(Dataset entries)
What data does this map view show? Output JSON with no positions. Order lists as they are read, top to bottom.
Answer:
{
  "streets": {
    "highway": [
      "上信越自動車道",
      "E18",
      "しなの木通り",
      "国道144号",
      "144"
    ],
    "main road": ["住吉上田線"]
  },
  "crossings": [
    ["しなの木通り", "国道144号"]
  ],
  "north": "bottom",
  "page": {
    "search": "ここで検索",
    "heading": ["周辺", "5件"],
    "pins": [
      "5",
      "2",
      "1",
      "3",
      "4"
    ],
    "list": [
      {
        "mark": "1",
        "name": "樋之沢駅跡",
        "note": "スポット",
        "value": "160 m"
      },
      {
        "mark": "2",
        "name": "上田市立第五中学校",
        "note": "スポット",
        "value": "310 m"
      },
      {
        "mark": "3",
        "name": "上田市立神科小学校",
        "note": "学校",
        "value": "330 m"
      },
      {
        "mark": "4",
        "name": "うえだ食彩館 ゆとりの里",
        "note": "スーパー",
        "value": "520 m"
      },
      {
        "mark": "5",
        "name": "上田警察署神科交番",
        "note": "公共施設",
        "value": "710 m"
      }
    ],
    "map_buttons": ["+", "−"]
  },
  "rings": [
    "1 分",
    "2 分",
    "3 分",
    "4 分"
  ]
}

(About this task):
Write out the records again, exactly as given.

(Solution to the problem):
What data does this map view show? Output JSON with no positions. Order lists as they are read, top to bottom.
Answer:
{
  "streets": {
    "highway": [
      "上信越自動車道",
      "E18",
      "しなの木通り",
      "国道144号",
      "144"
    ],
    "main road": ["住吉上田線"]
  },
  "crossings": [
    ["しなの木通り", "国道144号"]
  ],
  "north": "bottom",
  "page": {
    "search": "ここで検索",
    "heading": ["周辺", "5件"],
    "pins": [
      "5",
      "2",
      "1",
      "3",
      "4"
    ],
    "list": [
      {
        "mark": "1",
        "name": "樋之沢駅跡",
        "note": "スポット",
        "value": "160 m"
      },
      {
        "mark": "2",
        "name": "上田市立第五中学校",
        "note": "スポット",
        "value": "310 m"
      },
      {
        "mark": "3",
        "name": "上田市立神科小学校",
        "note": "学校",
        "value": "330 m"
      },
      {
        "mark": "4",
        "name": "うえだ食彩館 ゆとりの里",
        "note": "スーパー",
        "value": "520 m"
      },
      {
        "mark": "5",
        "name": "上田警察署神科交番",
        "note": "公共施設",
        "value": "710 m"
      }
    ],
    "map_buttons": ["+", "−"]
  },
  "rings": [
    "1 分",
    "2 分",
    "3 分",
    "4 分"
  ]
}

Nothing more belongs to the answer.